Problem :: Search the material for the string "currentColor", then show every line where it turns up.

═══ Data for review ═══

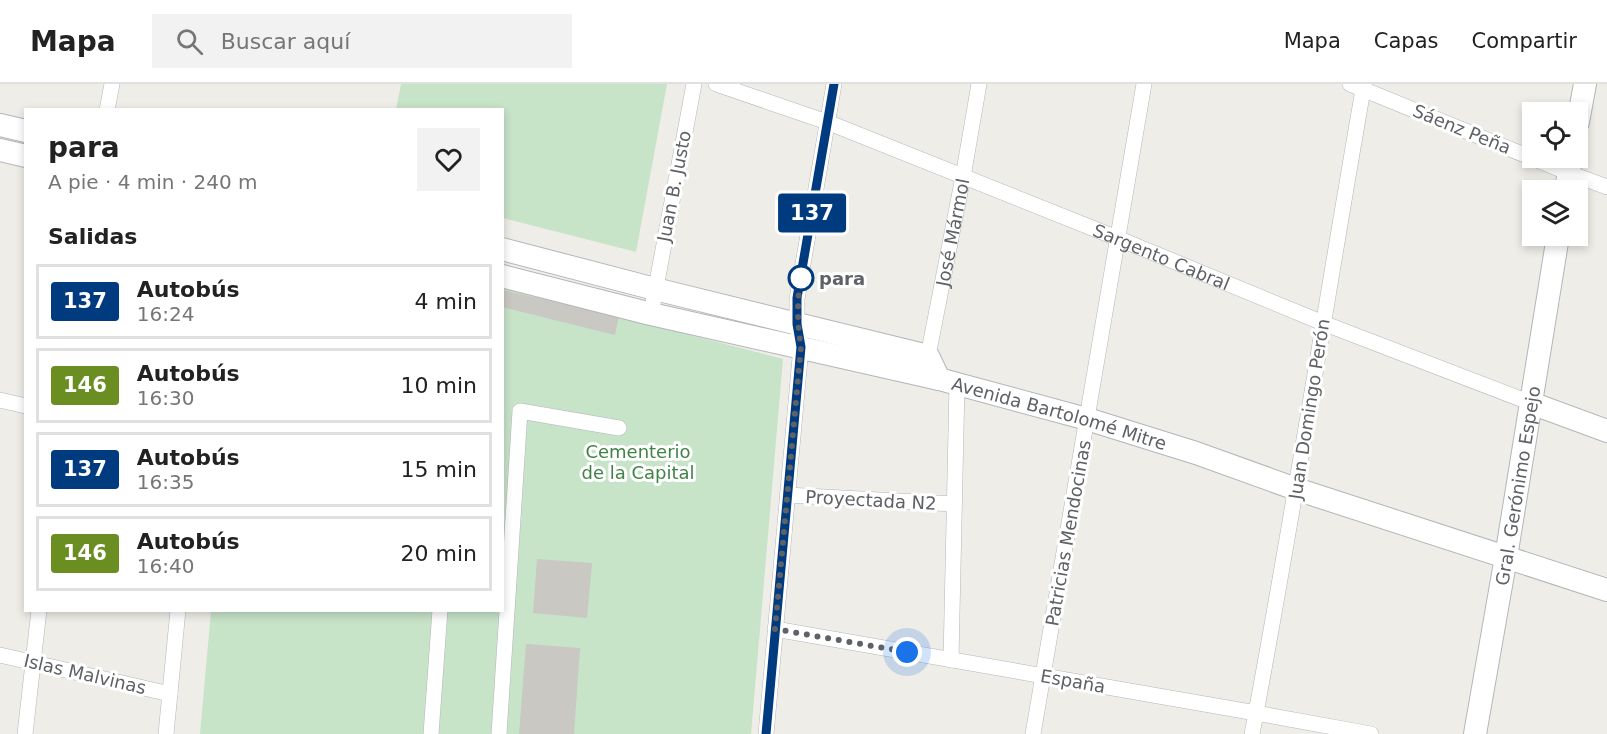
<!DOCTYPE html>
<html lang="es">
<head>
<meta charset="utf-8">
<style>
	:root { --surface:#fff; --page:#f2f2f2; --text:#222; --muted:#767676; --line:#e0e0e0 }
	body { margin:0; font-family:"DejaVu Sans",sans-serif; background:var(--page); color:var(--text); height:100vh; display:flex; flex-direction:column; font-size:22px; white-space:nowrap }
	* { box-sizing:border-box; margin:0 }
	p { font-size:20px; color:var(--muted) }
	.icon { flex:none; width:33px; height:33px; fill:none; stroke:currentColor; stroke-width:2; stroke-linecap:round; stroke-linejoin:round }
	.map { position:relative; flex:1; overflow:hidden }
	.sheet { position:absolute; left:24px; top:24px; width:480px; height:504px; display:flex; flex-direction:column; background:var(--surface); border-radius:0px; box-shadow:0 3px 9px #0003 }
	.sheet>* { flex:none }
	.badge { padding:0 12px; border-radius:4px; font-size:21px; line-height:39px }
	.fabs { position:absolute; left:1522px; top:18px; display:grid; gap:12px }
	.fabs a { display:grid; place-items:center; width:66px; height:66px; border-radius:0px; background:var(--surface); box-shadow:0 3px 9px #0003; font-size:30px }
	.you { position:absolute; width:30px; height:30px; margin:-15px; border:4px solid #fff; border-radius:50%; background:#1a73e8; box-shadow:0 0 0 9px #1a73e833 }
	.map>.badge { position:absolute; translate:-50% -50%; box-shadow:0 0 0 3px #fff }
	h2 { padding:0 24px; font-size:22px; line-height:54px }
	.round { display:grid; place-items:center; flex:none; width:63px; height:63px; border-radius:0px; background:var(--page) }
	.summary { display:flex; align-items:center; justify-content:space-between; height:102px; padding:0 24px }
	h1 { font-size:28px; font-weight:700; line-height:45px }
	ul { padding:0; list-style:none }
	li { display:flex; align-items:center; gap:18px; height:75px; margin:0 12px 9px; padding:0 12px; border:3px solid var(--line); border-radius:0px }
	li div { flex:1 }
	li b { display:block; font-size:22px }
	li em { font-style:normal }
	li .badge { min-width:66px; font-weight:700; text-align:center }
	header { display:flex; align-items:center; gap:36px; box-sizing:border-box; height:84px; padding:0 30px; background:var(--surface); border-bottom:2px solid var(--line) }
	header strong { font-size:28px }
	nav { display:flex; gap:33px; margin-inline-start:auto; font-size:21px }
	.search { width:420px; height:54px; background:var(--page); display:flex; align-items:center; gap:15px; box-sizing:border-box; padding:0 21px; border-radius:0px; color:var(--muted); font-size:22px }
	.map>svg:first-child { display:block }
	.green { fill:#c7e3c8 }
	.building { fill:#cac8c3 }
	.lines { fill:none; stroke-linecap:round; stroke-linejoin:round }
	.street-casing { stroke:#b4b6ba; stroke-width:16 }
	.secondary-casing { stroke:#b3b5b9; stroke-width:24 }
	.street { stroke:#fff; stroke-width:15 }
	.secondary { stroke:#fff; stroke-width:22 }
	.line-casing { stroke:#fff; stroke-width:14 }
	.line { stroke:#003b80; stroke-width:9 }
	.walk { stroke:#5e6165; stroke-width:6; stroke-dasharray:0 10.8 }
	.stop-dot { fill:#fff; stroke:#003b80; stroke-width:3 }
	.labels { text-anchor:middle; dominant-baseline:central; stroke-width:6; stroke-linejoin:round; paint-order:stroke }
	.street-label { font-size:18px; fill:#5e6165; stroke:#fff }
	.stop-label { font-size:18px; font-weight:bold; fill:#5e6165; stroke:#fff; text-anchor:start }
	.park-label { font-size:18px; fill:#418247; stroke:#fff }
</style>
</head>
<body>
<header>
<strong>Mapa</strong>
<div class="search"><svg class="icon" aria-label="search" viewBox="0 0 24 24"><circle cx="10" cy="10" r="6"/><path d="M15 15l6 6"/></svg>Buscar aquí</div>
<nav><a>Mapa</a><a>Capas</a><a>Compartir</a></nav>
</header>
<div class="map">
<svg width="1607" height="650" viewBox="0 0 1607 650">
	<rect width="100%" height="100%" fill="#efede7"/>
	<path class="green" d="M401,0H667L636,168L503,134L502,26L396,25Z
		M503,203L783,275L751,650H200L211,527L502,526Z"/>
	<path class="building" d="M502,206L619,232L615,251L502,223Z
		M537,475L592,479L587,534L533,529Z
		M526,560L580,564L574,650H519Z"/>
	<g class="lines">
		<g class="street-casing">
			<g id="street">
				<path id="s1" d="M716,0L827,38L1117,154L1323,239L1531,319"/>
				<path d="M1350,0L1569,89L1607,103"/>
				<path d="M107,26L112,0"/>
				<path d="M651,230L694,0"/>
				<path id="s2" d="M928,272L963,93L979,0"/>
				<path d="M0,316L26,322"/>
				<path d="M787,411L954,420"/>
				<path d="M775,545L1256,629L1371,650"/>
				<path d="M0,571L170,610"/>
				<path d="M951,576L957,300"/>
				<path d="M25,650L39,526"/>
				<path d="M166,650L178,526"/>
				<path d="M431,650L440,526"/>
				<path d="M499,650L520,327L619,344"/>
				<path d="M766,650L801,263L797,240V215L834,0"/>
				<path d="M1033,650L1144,0"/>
				<path d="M1252,650C1293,434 1326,217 1364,0"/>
			</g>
		</g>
		<g class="secondary-casing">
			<g id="secondary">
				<path d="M1578,38L1585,0"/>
				<path d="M0,41L26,47"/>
				<path d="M0,66L26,72"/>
				<path d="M1566,106L1571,74"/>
				<path d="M502,165L655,205L928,272L939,295"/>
				<path id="s3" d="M502,192L651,230L939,295L1087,335L1196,369L1296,405L1607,506"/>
				<path d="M1531,319L1607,347"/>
				<path id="s4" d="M1475,650L1506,473L1558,152"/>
			</g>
		</g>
		<use href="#street" class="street"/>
		<use href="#secondary" class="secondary"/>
	</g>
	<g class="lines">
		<g class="line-casing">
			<path id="line" d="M766,650L801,263L797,240V214L834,0"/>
		</g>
		<use href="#line" class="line"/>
		<path class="walk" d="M801,194V192C797,217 797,239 801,263L775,545L907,568"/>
	</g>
	<circle class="stop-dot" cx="801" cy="194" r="12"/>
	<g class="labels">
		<g class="street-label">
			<text transform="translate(1462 45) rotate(22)">Sáenz Peña</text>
			<text transform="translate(674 102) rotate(-79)">Juan B. Justo</text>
			<text stroke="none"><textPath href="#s2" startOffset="126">José Mármol</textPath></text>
			<text stroke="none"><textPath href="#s1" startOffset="478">Sargento Cabral</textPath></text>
			<text transform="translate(1309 325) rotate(-81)">Juan Domingo Perón</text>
			<text stroke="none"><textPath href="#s3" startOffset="574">Avenida Bartolomé Mitre</textPath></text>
			<text stroke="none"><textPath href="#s4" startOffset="252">Gral. Gerónimo Espejo</textPath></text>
			<text transform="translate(871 416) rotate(3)">Proyectada N2</text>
			<text transform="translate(1068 449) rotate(-80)">Patricias Mendocinas</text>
			<text transform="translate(85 590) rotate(13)">Islas Malvinas</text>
			<text transform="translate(1073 597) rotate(10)">España</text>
		</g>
		<g class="stop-label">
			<text x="819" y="194">para</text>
		</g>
		<g class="park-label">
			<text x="638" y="367">Cementerio<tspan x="638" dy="21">de la Capital</tspan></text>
		</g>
	</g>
</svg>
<div class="fabs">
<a><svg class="icon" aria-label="locate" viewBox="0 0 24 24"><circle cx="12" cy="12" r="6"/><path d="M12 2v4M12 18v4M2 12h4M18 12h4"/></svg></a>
<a><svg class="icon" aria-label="layers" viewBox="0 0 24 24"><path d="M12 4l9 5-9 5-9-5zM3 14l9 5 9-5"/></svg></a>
</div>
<div class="you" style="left:907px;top:568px"></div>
<b class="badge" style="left:812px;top:129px;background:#003b80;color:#fff">137</b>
<section class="sheet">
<div class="summary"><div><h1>para</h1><p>A pie · 4 min · 240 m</p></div><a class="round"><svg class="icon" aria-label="heart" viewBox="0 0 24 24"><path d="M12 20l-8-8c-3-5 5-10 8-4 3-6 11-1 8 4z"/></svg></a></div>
<h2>Salidas</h2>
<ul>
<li><span class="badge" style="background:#003b80;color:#fff">137</span><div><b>Autobús</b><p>16:24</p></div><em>4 min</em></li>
<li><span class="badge" style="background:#6b8e23;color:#fff">146</span><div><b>Autobús</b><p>16:30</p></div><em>10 min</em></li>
<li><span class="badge" style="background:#003b80;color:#fff">137</span><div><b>Autobús</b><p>16:35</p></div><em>15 min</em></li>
<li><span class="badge" style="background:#6b8e23;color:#fff">146</span><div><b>Autobús</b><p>16:40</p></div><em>20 min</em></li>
</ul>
</section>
</div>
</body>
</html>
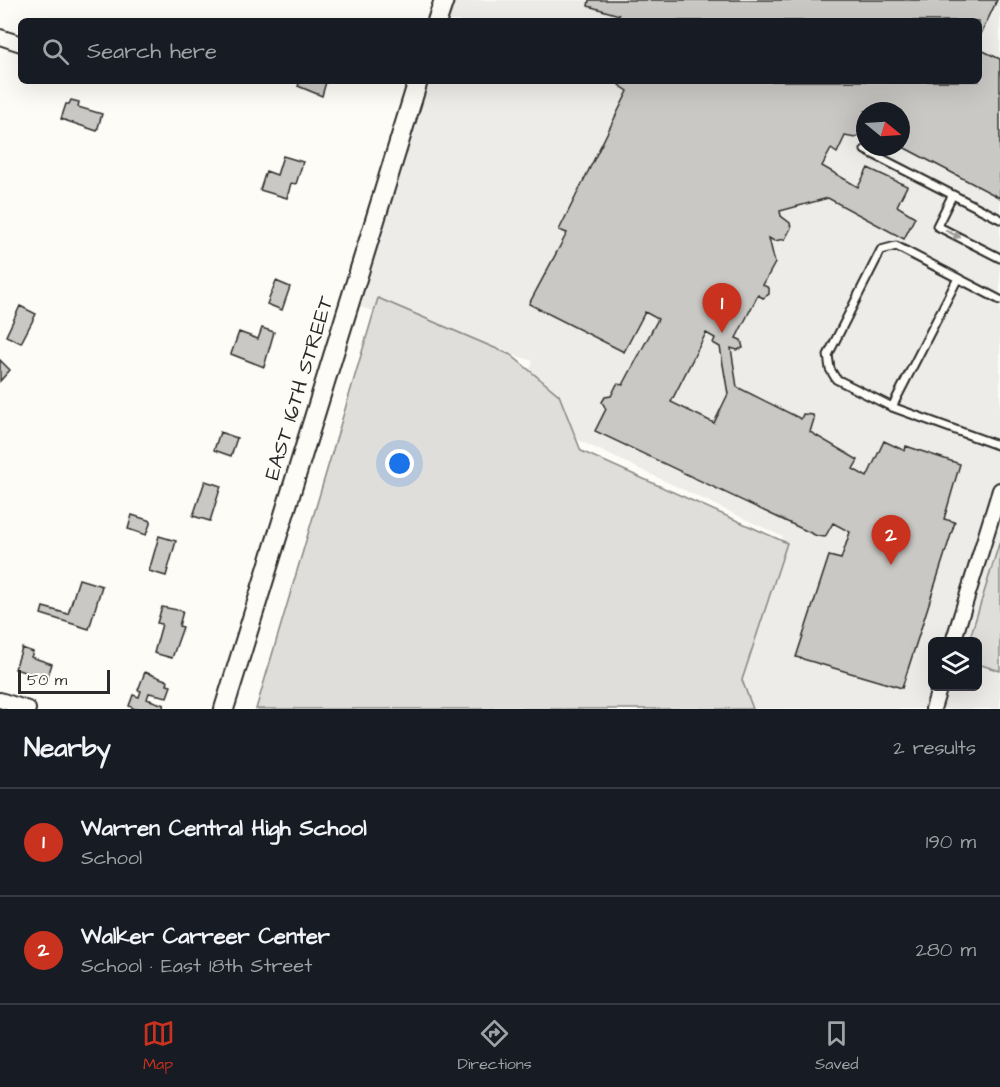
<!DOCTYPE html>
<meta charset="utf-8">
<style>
:root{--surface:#171b24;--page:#242831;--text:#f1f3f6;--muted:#9ea1a6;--line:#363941;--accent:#c8321e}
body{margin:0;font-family:"Architects Daughter",sans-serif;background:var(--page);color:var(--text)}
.controls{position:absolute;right:18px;bottom:18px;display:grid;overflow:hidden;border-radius:9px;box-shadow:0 6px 24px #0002}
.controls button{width:54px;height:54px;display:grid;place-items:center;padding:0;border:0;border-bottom:2px solid var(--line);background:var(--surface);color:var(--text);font:30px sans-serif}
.compass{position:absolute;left:856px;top:102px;width:54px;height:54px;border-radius:50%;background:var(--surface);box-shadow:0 6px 24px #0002;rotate:108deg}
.scale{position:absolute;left:18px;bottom:15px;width:92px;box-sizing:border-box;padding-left:6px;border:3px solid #2b2b2b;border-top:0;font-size:16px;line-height:21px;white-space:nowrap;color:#2b2b2b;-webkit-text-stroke:4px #fdfcf7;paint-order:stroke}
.you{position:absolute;left:400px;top:464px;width:21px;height:21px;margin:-15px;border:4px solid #fff;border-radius:50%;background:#1a73e8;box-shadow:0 0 0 9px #1a73e833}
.badge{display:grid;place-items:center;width:39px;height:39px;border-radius:50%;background:var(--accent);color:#fff;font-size:20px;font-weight:700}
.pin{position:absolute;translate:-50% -50px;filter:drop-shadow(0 2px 3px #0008)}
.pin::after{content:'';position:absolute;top:32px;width:21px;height:18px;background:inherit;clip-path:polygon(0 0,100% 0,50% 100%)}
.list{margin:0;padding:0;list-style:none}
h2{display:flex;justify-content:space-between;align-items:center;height:78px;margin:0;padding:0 24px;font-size:26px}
h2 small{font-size:20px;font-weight:400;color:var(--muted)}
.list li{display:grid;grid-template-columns:39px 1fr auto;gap:18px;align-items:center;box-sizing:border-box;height:108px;padding:0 24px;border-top:2px solid var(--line)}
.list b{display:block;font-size:22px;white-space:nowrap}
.list p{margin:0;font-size:20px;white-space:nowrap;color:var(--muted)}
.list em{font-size:20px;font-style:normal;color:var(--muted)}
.icon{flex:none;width:33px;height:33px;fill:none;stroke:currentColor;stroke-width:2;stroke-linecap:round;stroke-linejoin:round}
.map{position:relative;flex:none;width:1000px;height:709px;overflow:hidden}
.search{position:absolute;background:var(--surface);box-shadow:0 6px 24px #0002;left:18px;right:18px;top:18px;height:66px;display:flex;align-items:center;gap:15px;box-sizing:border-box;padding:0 21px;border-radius:9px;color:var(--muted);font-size:22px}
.sheet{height:294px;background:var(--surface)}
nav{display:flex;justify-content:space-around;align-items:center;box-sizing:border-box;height:84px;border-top:2px solid var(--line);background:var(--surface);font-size:16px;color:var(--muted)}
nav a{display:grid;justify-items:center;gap:3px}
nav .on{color:var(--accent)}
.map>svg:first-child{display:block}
.built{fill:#edece8;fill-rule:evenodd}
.green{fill:#dfdeda;stroke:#858482;stroke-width:1.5}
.building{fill:#c9c8c4;stroke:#2b2b2b;stroke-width:1.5;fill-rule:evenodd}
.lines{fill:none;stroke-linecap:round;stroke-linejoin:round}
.service-casing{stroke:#2b2b2b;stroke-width:11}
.minor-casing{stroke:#2b2b2b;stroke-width:18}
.tertiary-casing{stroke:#2b2b2b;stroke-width:22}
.service{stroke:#fdfcf7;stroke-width:7}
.minor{stroke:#fdfcf7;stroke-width:14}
.tertiary{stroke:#fdfcf7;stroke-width:18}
.oneway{fill:#9e9e9b}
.labels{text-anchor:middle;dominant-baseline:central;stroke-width:6;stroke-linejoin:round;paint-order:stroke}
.street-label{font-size:21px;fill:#2b2b2b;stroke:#fdfcf7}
</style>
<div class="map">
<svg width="1000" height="709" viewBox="0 0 1000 709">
<rect width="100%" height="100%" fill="#fdfcf7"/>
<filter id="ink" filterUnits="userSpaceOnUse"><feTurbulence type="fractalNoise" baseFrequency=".0167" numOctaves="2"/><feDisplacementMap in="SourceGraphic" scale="12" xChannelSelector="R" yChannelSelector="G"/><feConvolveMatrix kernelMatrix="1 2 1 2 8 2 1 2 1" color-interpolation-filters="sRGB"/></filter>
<g filter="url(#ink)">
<path class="built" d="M451,0H1000V709H753L739,674L783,537L517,411L533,361L357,306L426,81H979V21H445ZM865,111H901V147H865ZM932,642H978V686H932Z"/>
<path class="green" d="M378,298L511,355L559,395L581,451L787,543L742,680L753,709H256Z
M1000,541V671L978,664V642L969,641Z"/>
<path class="building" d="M589,0H997L980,36L979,21H617L619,15L588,6Z
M979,49L1000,59V198L901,146V111H865V130L855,138L845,136L837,153L831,149L822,166L858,187L868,168L907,186L897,206L915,217L904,239L828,198L780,211L781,216L790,223L791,228L785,239L774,241L769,238L775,263L763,285L769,288V294L763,298L758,295L736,338L741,340L743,348L737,350L731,348L737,387L801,419L803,414L813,415L814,419L810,432L858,460L853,469L867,477L884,441L905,451L906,446L960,464L944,519L955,522L902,688L796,657L829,556L841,559L850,532L833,523L825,537L817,536L595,431L606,409L602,402L605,397L611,396L617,384L623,385L658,319L645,312L624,352L529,304L567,233L559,230L628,91L619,85L621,81H979ZM706,333L715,338L713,343L720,347L728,394L714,423L671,402Z
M300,81H323L326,82L322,96L298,86Z
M71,100L79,102L78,107L102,114L97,131L61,119L66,104H69Z
M283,156L303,162L296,184L291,183L287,198L260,190L266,171L277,175Z
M276,281L290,287L282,310L267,304Z
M20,306L36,314L21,343L6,336Z
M262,328L274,332L264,367L231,354L239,332L258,339Z
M0,360L10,370L0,381Z
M220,432L237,438L231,456L214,450Z
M205,481L221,486L210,521L193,516Z
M132,515L151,521L146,535L128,529Z
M159,536L176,541L166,576L149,571Z
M79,579L102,586L89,629L41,614L43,607L68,614Z
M162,607L183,611L179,626L183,627L172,658L154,653L162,624L157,623Z
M22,648L33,652L31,657L52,664L47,679L15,669Z
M145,672L168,681L167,685L171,686L167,697L149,693L147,699L164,705L162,709H135L129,706L133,695L139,697L141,691L138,690Z"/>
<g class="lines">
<g class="service-casing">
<path id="service" d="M865,150L1000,219
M952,196L937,226L1000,258
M1000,300L896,246L881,250L828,355L830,369L836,379L892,407L1000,446
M892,407L958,278"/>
</g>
<g class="minor-casing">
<path id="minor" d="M0,37L21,44
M953,642L1000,490
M0,700L28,709
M933,709L940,686"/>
</g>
<g class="tertiary-casing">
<path id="tertiary" d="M437,21L444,0
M224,709L418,81"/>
</g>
<use href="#service" class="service"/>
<use href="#minor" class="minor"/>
<use href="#tertiary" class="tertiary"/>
</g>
<defs><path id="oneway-solid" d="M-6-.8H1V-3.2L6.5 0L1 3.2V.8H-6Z" transform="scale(1.5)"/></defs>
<use class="oneway" href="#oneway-solid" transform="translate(953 234) rotate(26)"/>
</g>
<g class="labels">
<g class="street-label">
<text transform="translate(299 388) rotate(-73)">EAST 16TH STREET</text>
</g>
</g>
</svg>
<div class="controls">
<button><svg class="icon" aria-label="layers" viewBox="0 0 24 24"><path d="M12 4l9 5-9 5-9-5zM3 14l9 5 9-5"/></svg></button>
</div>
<svg class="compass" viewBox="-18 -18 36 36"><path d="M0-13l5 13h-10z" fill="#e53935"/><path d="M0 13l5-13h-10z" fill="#9ea1a6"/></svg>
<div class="scale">50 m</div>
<div class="you"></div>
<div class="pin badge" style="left:722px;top:333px">1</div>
<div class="pin badge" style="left:891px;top:565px">2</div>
<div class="search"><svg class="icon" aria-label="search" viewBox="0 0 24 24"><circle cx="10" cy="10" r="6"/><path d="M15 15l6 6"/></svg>Search here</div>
</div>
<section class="sheet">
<h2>Nearby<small>2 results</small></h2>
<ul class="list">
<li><span class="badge">1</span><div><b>Warren Central High School</b><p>School</p></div><em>190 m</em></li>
<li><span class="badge">2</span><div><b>Walker Carreer Center</b><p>School · East 18th Street</p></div><em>280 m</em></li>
</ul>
</section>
<nav>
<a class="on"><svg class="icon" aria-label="map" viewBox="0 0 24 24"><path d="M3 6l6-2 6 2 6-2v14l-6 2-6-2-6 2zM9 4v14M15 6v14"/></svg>Map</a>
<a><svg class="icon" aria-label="directions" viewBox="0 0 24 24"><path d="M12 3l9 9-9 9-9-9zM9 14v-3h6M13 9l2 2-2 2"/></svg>Directions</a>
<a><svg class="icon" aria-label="saved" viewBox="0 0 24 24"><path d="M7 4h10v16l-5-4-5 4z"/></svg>Saved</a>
</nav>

═══

Result for this task ::
	.icon { flex:none; width:33px; height:33px; fill:none; stroke:currentColor; stroke-width:2; stroke-linecap:round; stroke-linejoin:round }
.icon{flex:none;width:33px;height:33px;fill:none;stroke:currentColor;stroke-width:2;stroke-linecap:round;stroke-linejoin:round}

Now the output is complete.